Zavesca® (miglustat) is the only approved oral drug with wide tissue distribution and proven long-term efficacy in type 1 Gaucher disease, a genetic disorder that causes lipids to accumulate in the cells, resulting in enlarged liver and spleen, as well as bone manifestations (tissue and marrow). It has now become clear that clinical symptoms, such as bone pain or osteoporosis, and long-term Gaucher outcomes underscore unmet medical needs requiring an appropriate management strategy with the ultimate objective of improving patients’ daily quality of life. Clinical Development is moving ahead to improve and expand the existing label in type 1 Gaucher disease to offer new therapeutic options to patients and to contribute to a better understanding of the natural history of the disease. In addition, efforts are underway to obtain approval for a new indication in one neurological glycolipid storage disease.

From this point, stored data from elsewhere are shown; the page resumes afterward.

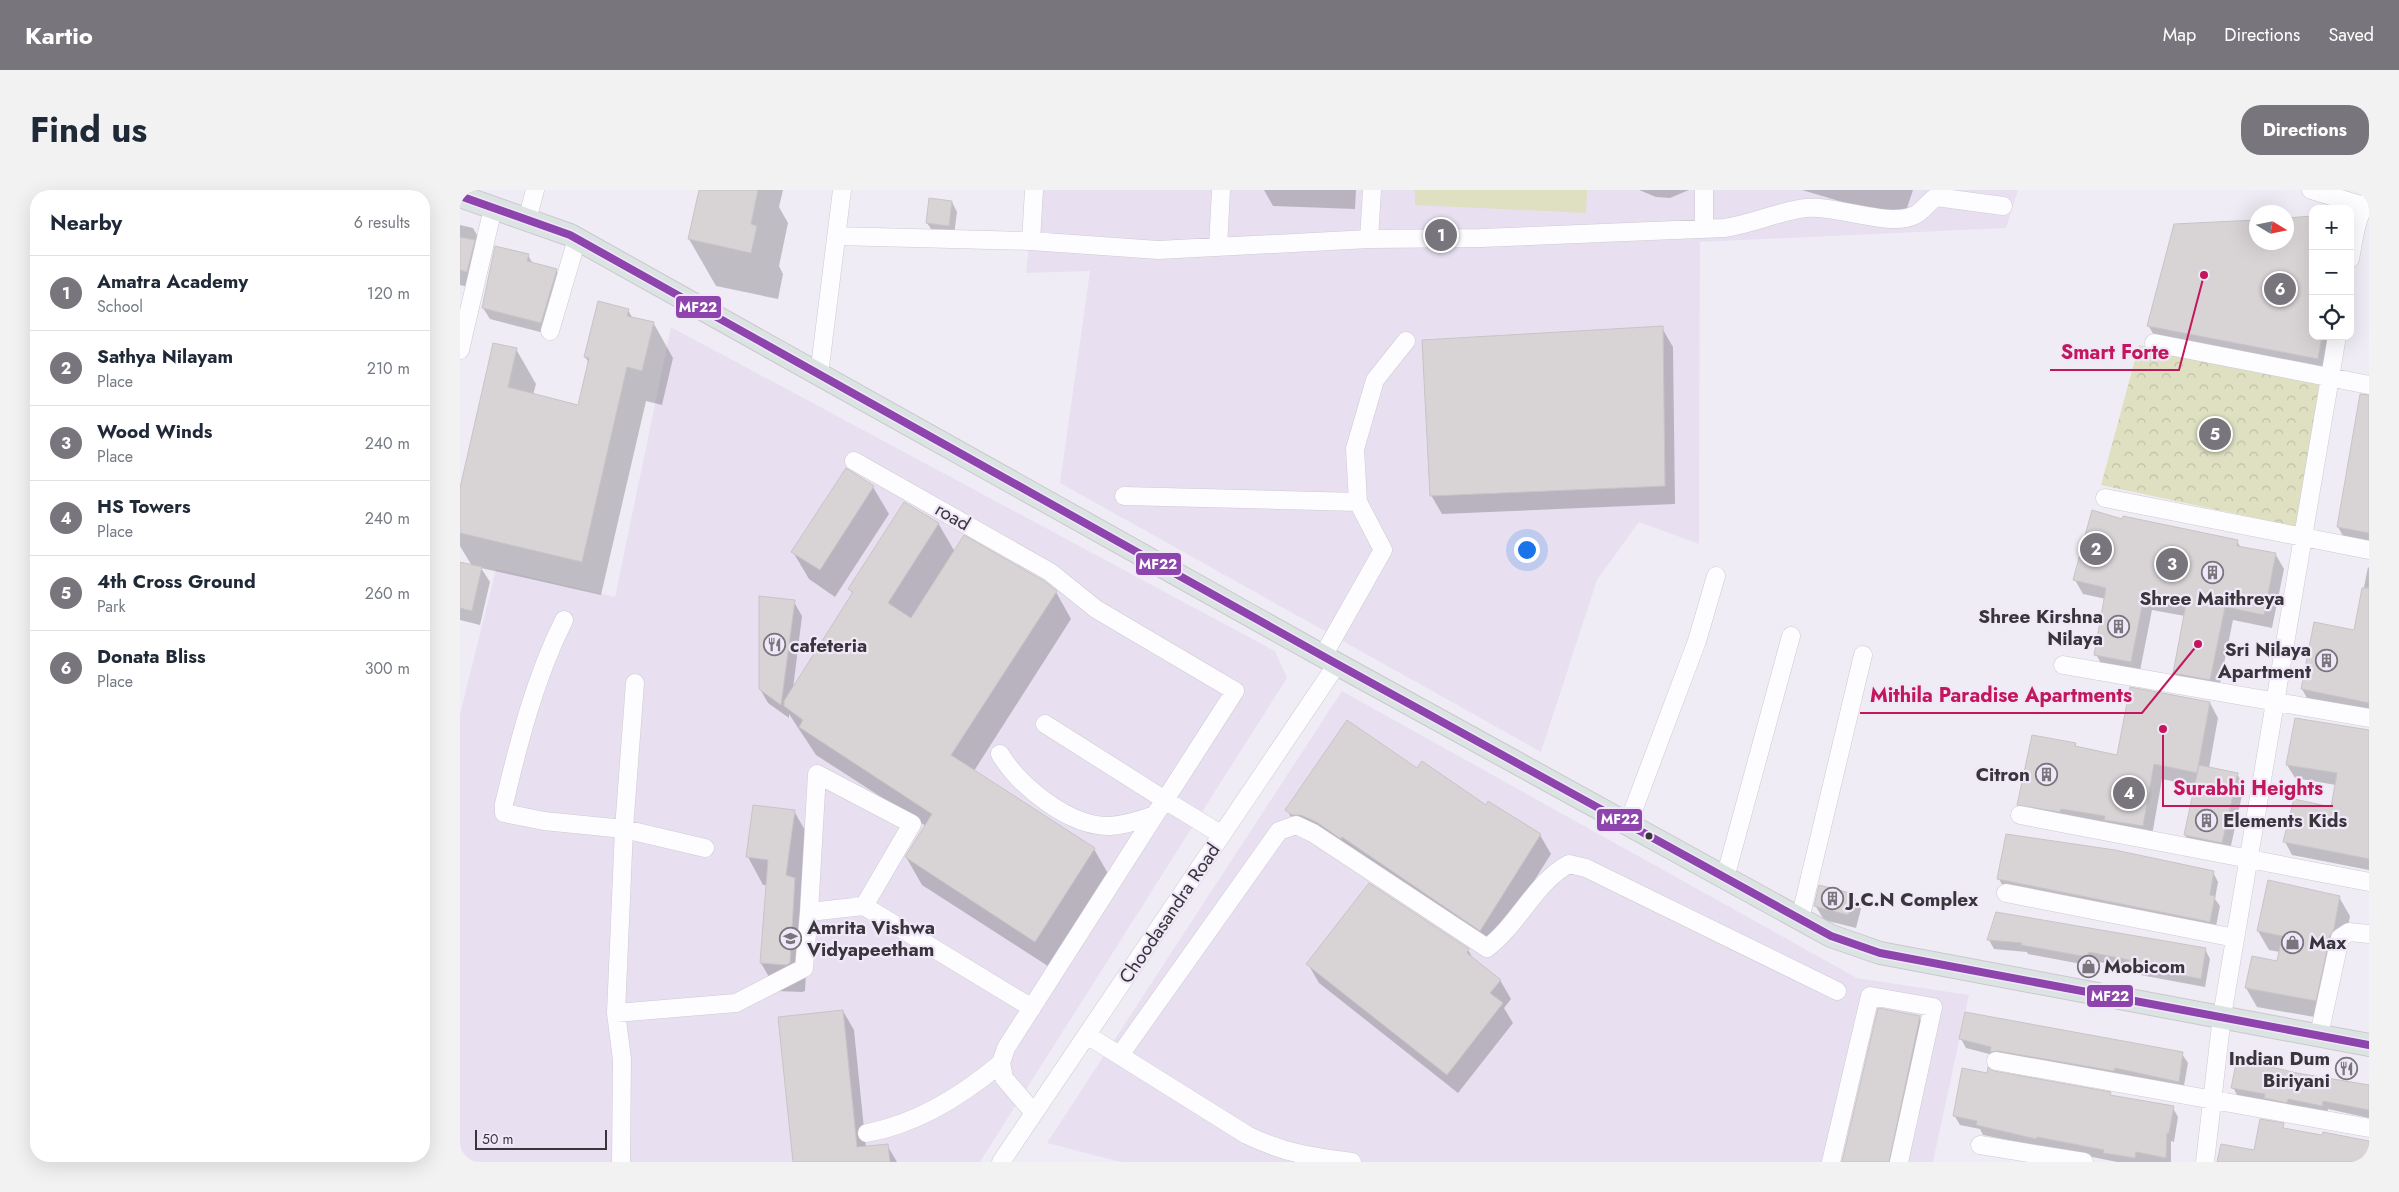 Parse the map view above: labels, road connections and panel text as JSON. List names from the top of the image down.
{
  "streets": {
    "street": ["road", "Choodasandra Road"]
  },
  "places": {
    "other": ["Smart Forte", "Mithila Paradise Apartments", "Surabhi Heights"],
    "building": [
      "Shree Maithreya",
      "Shree Kirshna Nilaya",
      "Sri Nilaya Apartment",
      "Citron",
      "Elements Kids",
      "J.C.N Complex"
    ],
    "restaurant": ["cafeteria", "Indian Dum Biriyani"],
    "school or university": ["Amrita Vishwa Vidyapeetham"],
    "shop": ["Max", "Mobicom"]
  },
  "lines": ["transit line MF22"],
  "scale_bar": "50 m",
  "north": "right",
  "page": {
    "header": "Kartio",
    "nav": ["Map", "Directions", "Saved"],
    "title": "Find us",
    "buttons": "Directions",
    "heading": ["Nearby", "6 results"],
    "map_buttons": ["+", "−"],
    "pins": [
      "1",
      "6",
      "5",
      "2",
      "3",
      "4"
    ],
    "list": [
      {
        "mark": "1",
        "name": "Amatra Academy",
        "note": "School",
        "value": "120 m"
      },
      {
        "mark": "2",
        "name": "Sathya Nilayam",
        "note": "Place",
        "value": "210 m"
      },
      {
        "mark": "3",
        "name": "Wood Winds",
        "note": "Place",
        "value": "240 m"
      },
      {
        "mark": "4",
        "name": "HS Towers",
        "note": "Place",
        "value": "240 m"
      },
      {
        "mark": "5",
        "name": "4th Cross Ground",
        "note": "Park",
        "value": "260 m"
      },
      {
        "mark": "6",
        "name": "Donata Bliss",
        "note": "Place",
        "value": "300 m"
      }
    ],
    "scale": "50 m"
  }
}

The MAINTENANCE study, the largest open label, non-comparative, international study in type 1 Gaucher disease (GD1) patients, is currently testing Zavesca® as a maintenance therapy by switching patients who have been stable on enzyme replacement therapy (ERT, Cerezyme®) to miglustat for at least two years. A valuable clinical insight has already been obtained from a preliminary study showing that in patients stabilized on ERT, switching to miglustat is compatible with successful maintenance of disease stability in a high proportion of cases.
Recently, a meta-analysis of three Zavesca® clinical trials with more than 70 GD1 patients revealed that 78% of these patients – switched or treatment-naïve – who received miglustat in monotherapy remained pain-free for two years. By comparison, approximately four out of five GD1 patients were already experiencing bone pain before they began therapy with Zavesca®. None of the patients treated with miglustat reported clinical bone events such as bone crisis, pathologic fracture or avascular necrosis. In parallel, bone mineral density increased as early as six months, and bone marrow infiltration reduced; both are hallmarks of bone manifestations in Gaucher disease.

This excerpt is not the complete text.